**Work instruction**. Using the data beneath, show every line that includes the word "roads".

**Records from a data collection**.
⟨

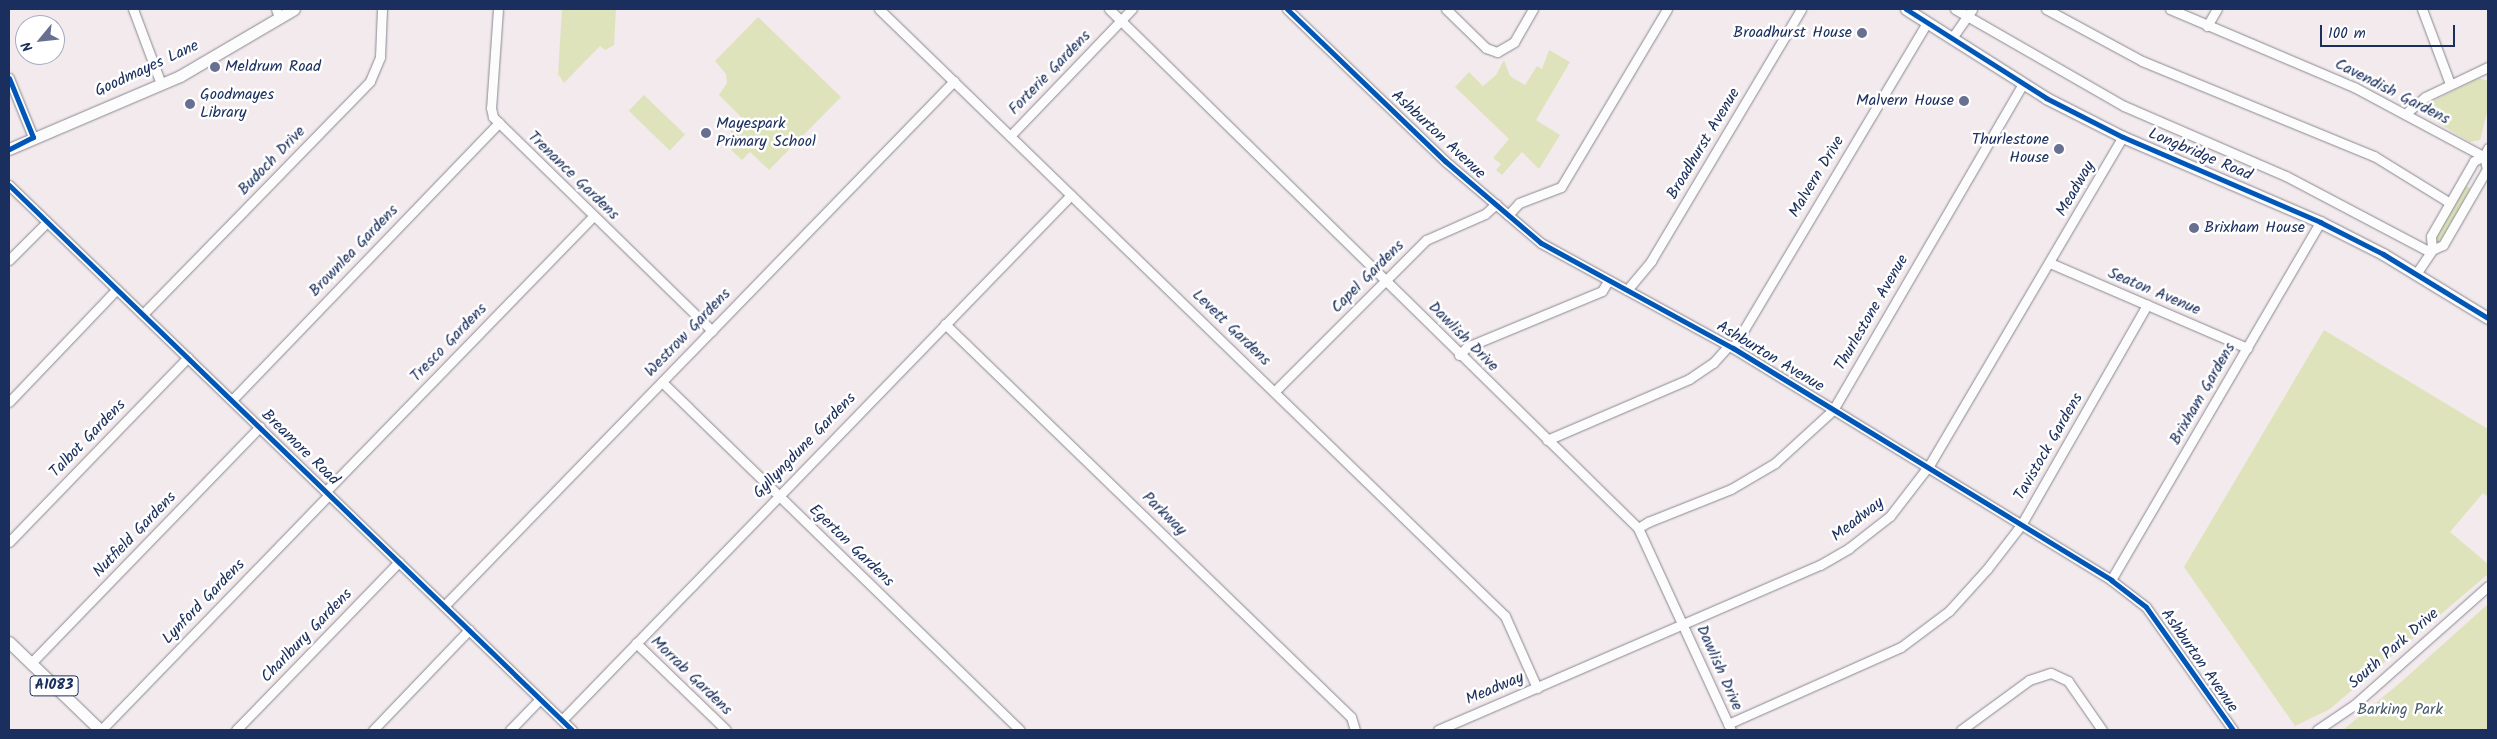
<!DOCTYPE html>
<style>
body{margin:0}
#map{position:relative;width:2497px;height:739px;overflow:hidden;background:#f3eaed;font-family:Kalam,sans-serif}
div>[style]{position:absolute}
.green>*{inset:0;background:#dfe3bb;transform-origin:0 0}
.roads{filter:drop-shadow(0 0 1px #888892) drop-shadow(0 0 1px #888892)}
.minor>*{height:9px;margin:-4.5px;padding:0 4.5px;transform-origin:4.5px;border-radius:4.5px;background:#fdfcfc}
.major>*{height:11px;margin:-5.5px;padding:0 5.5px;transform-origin:5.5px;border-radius:5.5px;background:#fdfcfc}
.cycleway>*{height:5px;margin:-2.5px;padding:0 2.5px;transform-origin:2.5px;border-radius:2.5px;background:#0057b8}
.dots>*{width:14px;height:14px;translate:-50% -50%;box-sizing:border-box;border:2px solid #fff;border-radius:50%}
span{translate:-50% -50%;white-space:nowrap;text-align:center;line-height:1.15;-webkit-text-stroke:5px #fff;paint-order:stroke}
.shield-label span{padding:1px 4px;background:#fff;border:1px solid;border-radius:4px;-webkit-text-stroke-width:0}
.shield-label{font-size:15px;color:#1b2f5e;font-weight:700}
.poi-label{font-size:16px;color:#1b2f5e}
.right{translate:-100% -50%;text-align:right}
.left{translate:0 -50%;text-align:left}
.street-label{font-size:16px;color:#1b2f5e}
.park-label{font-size:16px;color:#485b6b}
.frame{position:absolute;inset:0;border:10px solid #1b2f5e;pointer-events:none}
.north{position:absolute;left:15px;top:15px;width:50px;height:50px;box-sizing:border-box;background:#fff;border:1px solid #a4acbf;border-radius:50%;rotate:242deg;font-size:14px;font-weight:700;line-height:20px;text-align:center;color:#1b2f5e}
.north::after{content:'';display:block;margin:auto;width:18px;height:22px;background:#677090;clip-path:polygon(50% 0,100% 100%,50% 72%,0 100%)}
.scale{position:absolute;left:2320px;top:25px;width:135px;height:22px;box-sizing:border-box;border:2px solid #1b2f5e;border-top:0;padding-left:6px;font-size:15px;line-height:18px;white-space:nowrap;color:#1b2f5e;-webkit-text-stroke:4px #fff;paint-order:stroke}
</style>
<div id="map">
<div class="green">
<i style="clip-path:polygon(562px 9px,616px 9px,614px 45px,605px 50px,600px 46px,564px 83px,558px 74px)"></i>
<i style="clip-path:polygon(758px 17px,841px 97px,769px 170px,750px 152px,742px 160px,731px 150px,739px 141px,730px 131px,742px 118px,719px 95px,727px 83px,726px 74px,715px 61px)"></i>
<i style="clip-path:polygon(1549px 50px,1570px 62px,1536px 120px,1560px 135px,1539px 169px,1522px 152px,1502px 175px,1496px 170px,1501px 164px,1493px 158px,1509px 139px,1455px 87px,1469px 72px,1483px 86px,1496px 75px,1504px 60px,1510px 76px,1525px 85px,1537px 66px,1542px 69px)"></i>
<i style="clip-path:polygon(2479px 78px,2488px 81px,2488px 109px,2480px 140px,2470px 142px,2426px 116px,2427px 104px)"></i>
<i style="left:644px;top:95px;width:57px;height:22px;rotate:44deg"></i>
<i style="clip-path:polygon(2465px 185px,2471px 189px,2441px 241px,2436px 243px,2434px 237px)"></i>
<i style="clip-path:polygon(2324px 330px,2488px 429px,2488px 493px,2486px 496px,2483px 493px,2450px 532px,2488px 564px,2488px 574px,2330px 709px,2295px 726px,2184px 567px)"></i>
<i style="clip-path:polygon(2488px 604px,2488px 730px,2343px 730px,2401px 682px)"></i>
</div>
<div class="roads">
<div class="minor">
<i style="left:133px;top:9px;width:80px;rotate:69.5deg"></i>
<i style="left:276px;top:9px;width:9px;rotate:69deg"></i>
<i style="left:498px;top:9px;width:99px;rotate:94deg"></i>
<i style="left:491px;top:108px;width:9px;rotate:77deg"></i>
<i style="left:493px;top:117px;width:306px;rotate:44.3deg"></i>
<i style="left:879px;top:9px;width:872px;rotate:44.12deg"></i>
<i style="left:1505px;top:616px;width:79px;rotate:66deg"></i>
<i style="left:1109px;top:9px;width:741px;rotate:44.45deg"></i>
<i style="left:1638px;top:528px;width:222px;rotate:65.3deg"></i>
<i style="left:1287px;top:9px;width:219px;rotate:43.9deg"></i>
<i style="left:1445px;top:161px;width:126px;rotate:40.5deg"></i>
<i style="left:1541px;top:243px;width:219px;rotate:28.7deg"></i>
<i style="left:1733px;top:348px;width:444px;rotate:31.5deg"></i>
<i style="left:2111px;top:580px;width:44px;rotate:37.6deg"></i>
<i style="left:2146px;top:607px;width:151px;rotate:54.7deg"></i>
<i style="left:1446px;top:9px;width:56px;rotate:44.3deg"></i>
<i style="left:1486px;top:48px;width:12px;rotate:20deg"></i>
<i style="left:1497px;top:52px;width:20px;rotate:-30deg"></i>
<i style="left:1514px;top:42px;width:38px;rotate:-60deg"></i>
<i style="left:1955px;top:9px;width:195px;rotate:29.9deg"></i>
<i style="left:2124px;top:106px;width:176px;rotate:23.4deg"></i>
<i style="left:2286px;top:176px;width:163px;rotate:27.8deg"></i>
<i style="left:2046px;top:9px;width:109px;rotate:28.4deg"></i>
<i style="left:2142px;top:61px;width:251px;rotate:22.3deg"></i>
<i style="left:2374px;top:156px;width:89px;rotate:31.7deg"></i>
<i style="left:2170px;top:9px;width:200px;rotate:23deg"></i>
<i style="left:2354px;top:87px;width:152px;rotate:28.2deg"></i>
<i style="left:2422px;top:9px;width:80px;rotate:69.5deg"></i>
<i style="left:2207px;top:26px;width:20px;rotate:-60deg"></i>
<i style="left:1952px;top:38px;width:35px;rotate:-55deg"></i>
<i style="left:9px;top:78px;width:64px;rotate:67.9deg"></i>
<i style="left:2405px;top:114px;width:26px;rotate:-40deg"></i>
<i style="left:2425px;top:97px;width:70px;rotate:-25.5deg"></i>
<i style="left:1010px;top:136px;width:176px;rotate:-46.2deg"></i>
<i style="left:2484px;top:156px;width:13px;rotate:77deg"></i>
<i style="left:2487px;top:169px;width:88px;rotate:120.1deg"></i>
<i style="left:2443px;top:245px;width:12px;rotate:156deg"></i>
<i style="left:2432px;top:250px;width:14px;rotate:-94deg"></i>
<i style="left:2431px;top:236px;width:86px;rotate:-60.2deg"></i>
<i style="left:2474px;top:161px;width:11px;rotate:-27deg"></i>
<i style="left:2484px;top:156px;width:9px;rotate:-63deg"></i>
<i style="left:9px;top:185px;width:784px;rotate:44.07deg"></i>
<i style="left:1508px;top:215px;width:16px;rotate:-47deg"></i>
<i style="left:1519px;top:203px;width:45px;rotate:-20.9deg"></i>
<i style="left:1561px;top:187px;width:207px;rotate:-59.2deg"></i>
<i style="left:9px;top:260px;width:54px;rotate:-45deg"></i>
<i style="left:2050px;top:263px;width:215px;rotate:23.3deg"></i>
<i style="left:2416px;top:274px;width:29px;rotate:-56deg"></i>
<i style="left:1627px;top:290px;width:38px;rotate:-50deg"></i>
<i style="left:1651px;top:261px;width:293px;rotate:-59.2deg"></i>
<i style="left:143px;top:314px;width:325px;rotate:-45.7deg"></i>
<i style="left:370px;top:81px;width:26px;rotate:-67deg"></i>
<i style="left:380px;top:57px;width:48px;rotate:-87.6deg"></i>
<i style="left:945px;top:324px;width:565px;rotate:44.07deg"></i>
<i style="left:1351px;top:717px;width:14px;rotate:73deg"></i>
<i style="left:1733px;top:348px;width:379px;rotate:-59.2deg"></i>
<i style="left:1459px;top:355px;width:11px;rotate:-45deg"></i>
<i style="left:1467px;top:347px;width:146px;rotate:-22.5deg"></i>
<i style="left:1602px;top:291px;width:12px;rotate:-59deg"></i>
<i style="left:662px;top:382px;width:499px;rotate:44.2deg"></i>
<i style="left:1275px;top:391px;width:214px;rotate:-45deg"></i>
<i style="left:1426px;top:240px;width:64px;rotate:-23.8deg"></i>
<i style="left:1485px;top:214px;width:15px;rotate:-42deg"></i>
<i style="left:232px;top:400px;width:385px;rotate:-46.1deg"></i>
<i style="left:9px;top:402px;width:156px;rotate:-46.3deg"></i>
<i style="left:1547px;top:440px;width:155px;rotate:-23.2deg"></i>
<i style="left:1689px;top:379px;width:29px;rotate:-34deg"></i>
<i style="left:1713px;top:363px;width:24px;rotate:-48deg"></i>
<i style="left:326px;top:491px;width:383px;rotate:-45.8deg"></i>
<i style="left:1638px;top:528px;width:12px;rotate:-31deg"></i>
<i style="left:1648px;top:522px;width:89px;rotate:-21.7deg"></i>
<i style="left:1731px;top:489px;width:51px;rotate:-30.6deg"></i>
<i style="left:1775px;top:463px;width:79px;rotate:-42.4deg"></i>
<i style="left:1833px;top:410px;width:377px;rotate:-59.8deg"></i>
<i style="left:9px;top:542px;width:257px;rotate:-45.9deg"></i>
<i style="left:2111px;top:580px;width:415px;rotate:-59.7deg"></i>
<i style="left:444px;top:606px;width:732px;rotate:-45.83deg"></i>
<i style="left:636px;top:643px;width:125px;rotate:44deg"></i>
<i style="left:31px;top:663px;width:329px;rotate:-45.9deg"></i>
<i style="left:562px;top:720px;width:731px;rotate:-45.89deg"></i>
<i style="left:1728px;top:724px;width:189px;rotate:-24deg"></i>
<i style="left:1901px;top:647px;width:60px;rotate:-36.9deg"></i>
<i style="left:1949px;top:611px;width:57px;rotate:-47.9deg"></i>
<i style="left:1987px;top:569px;width:56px;rotate:-52.3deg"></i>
<i style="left:2021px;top:525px;width:254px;rotate:-60.2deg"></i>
<i style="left:101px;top:730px;width:327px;rotate:-45.9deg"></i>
<i style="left:236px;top:730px;width:234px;rotate:-45.9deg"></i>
<i style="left:373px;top:730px;width:139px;rotate:-46.2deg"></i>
<i style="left:510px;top:730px;width:43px;rotate:-45.9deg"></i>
<i style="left:1438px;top:730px;width:416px;rotate:-23.4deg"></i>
<i style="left:1820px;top:565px;width:34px;rotate:-30deg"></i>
<i style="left:1849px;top:548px;width:52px;rotate:-38deg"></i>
<i style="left:1890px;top:516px;width:66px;rotate:-52.4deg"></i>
<i style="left:1930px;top:464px;width:380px;rotate:-59.5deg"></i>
<i style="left:1961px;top:730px;width:84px;rotate:-36.3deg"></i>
<i style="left:2029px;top:680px;width:23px;rotate:-18deg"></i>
<i style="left:2051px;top:673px;width:19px;rotate:25deg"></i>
<i style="left:2068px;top:681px;width:60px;rotate:55.2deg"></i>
<i style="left:2317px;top:730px;width:45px;rotate:-34deg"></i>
<i style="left:2354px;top:705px;width:179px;rotate:-41.6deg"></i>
</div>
<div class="major">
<i style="left:1906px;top:9px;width:166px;rotate:32.4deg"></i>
<i style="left:2046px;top:98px;width:86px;rotate:26.9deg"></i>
<i style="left:2123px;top:137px;width:215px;rotate:23.3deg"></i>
<i style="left:2320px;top:222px;width:71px;rotate:26.9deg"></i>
<i style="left:2383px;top:254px;width:123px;rotate:31.4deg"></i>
<i style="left:9px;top:149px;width:186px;rotate:-23.1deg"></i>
<i style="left:180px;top:76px;width:132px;rotate:-30.4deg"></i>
<i style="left:9px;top:642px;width:127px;rotate:44deg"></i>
</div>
</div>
<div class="cycleway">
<i style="left:1287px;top:9px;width:219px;rotate:43.9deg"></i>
<i style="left:1445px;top:161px;width:126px;rotate:40.5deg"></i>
<i style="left:1541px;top:243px;width:219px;rotate:28.7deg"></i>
<i style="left:1733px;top:348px;width:444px;rotate:31.5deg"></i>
<i style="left:2111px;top:580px;width:44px;rotate:37.6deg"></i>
<i style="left:2146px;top:607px;width:151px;rotate:54.7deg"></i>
<i style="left:1906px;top:9px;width:166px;rotate:32.4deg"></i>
<i style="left:2046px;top:98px;width:86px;rotate:26.9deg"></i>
<i style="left:2123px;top:137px;width:215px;rotate:23.3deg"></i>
<i style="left:2320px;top:222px;width:71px;rotate:26.9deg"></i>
<i style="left:2383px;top:254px;width:123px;rotate:31.4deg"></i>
<i style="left:9px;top:78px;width:64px;rotate:67.9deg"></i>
<i style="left:33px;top:137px;width:27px;rotate:153deg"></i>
<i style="left:9px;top:185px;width:784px;rotate:44.07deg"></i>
</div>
<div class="dots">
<i style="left:1862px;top:33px;background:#677090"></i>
<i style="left:215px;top:67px;background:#677090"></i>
<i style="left:1964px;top:101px;background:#677090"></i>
<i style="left:190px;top:104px;background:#677090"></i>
<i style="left:706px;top:133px;background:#677090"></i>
<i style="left:2059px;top:149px;background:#677090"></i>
<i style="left:2194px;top:228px;background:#677090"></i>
</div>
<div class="shield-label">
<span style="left:54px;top:686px">A1083</span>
</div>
<div class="poi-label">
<span class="right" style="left:1852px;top:33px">Broadhurst House</span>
<span class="left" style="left:225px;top:67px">Meldrum Road</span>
<span class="left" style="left:200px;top:104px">Goodmayes<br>Library</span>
<span class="right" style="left:1954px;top:101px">Malvern House</span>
<span class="left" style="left:716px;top:133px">Mayespark<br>Primary School</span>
<span class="right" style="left:2049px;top:149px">Thurlestone<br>House</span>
<span class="left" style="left:2204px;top:228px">Brixham House</span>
</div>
<div class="street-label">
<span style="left:147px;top:69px;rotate:-25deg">Goodmayes Lane</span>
<span style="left:1050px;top:73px;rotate:-46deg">Forterie Gardens</span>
<span style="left:2392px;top:92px;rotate:27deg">Cavendish Gardens</span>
<span style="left:1438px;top:135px;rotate:43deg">Ashburton Avenue</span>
<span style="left:1704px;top:144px;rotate:-59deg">Broadhurst Avenue</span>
<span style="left:2200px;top:155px;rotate:23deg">Longbridge Road</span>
<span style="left:272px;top:161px;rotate:-46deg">Budoch Drive</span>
<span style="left:573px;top:176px;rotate:44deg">Trenance Gardens</span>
<span style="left:1817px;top:177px;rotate:-59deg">Malvern Drive</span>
<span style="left:2076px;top:189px;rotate:-60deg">Meadway</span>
<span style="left:354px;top:251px;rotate:-46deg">Brownlea Gardens</span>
<span style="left:1368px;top:277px;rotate:-45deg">Capel Gardens</span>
<span style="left:2154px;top:292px;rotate:23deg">Seaton Avenue</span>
<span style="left:1872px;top:313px;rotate:-60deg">Thurlestone Avenue</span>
<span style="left:1231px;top:328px;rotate:44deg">Levett Gardens</span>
<span style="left:688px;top:333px;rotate:-46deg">Westrow Gardens</span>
<span style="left:1463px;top:337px;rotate:45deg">Dawlish Drive</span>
<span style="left:449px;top:343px;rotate:-46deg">Tresco Gardens</span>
<span style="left:1770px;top:357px;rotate:31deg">Ashburton Avenue</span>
<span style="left:2203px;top:394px;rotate:-60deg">Brixham Gardens</span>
<span style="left:88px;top:439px;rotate:-46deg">Talbot Gardens</span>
<span style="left:805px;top:446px;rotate:-46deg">Gyllyngdune Gardens</span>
<span style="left:2049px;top:447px;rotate:-60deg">Tavistock Gardens</span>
<span style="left:300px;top:448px;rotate:44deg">Breamore Road</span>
<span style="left:1164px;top:514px;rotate:44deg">Parkway</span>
<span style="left:1858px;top:520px;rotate:-38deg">Meadway</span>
<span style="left:135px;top:535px;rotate:-46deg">Nutfield Gardens</span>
<span style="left:851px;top:546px;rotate:44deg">Egerton Gardens</span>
<span style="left:204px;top:602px;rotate:-46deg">Lynford Gardens</span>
<span style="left:307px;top:636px;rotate:-46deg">Charlbury Gardens</span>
<span style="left:2394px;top:649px;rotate:-41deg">South Park Drive</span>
<span style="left:2199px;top:661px;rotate:55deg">Ashburton Avenue</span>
<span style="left:1719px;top:668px;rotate:66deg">Dawlish Drive</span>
<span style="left:691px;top:676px;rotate:44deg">Morrab Gardens</span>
<span style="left:1495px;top:689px;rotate:-23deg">Meadway</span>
</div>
<div class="park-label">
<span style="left:2400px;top:710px">Barking Park</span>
</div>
<div class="frame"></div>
<div class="north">N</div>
<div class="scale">100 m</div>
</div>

⟩

**Output of the exercise**.
.roads{filter:drop-shadow(0 0 1px #888892) drop-shadow(0 0 1px #888892)}
<div class="roads">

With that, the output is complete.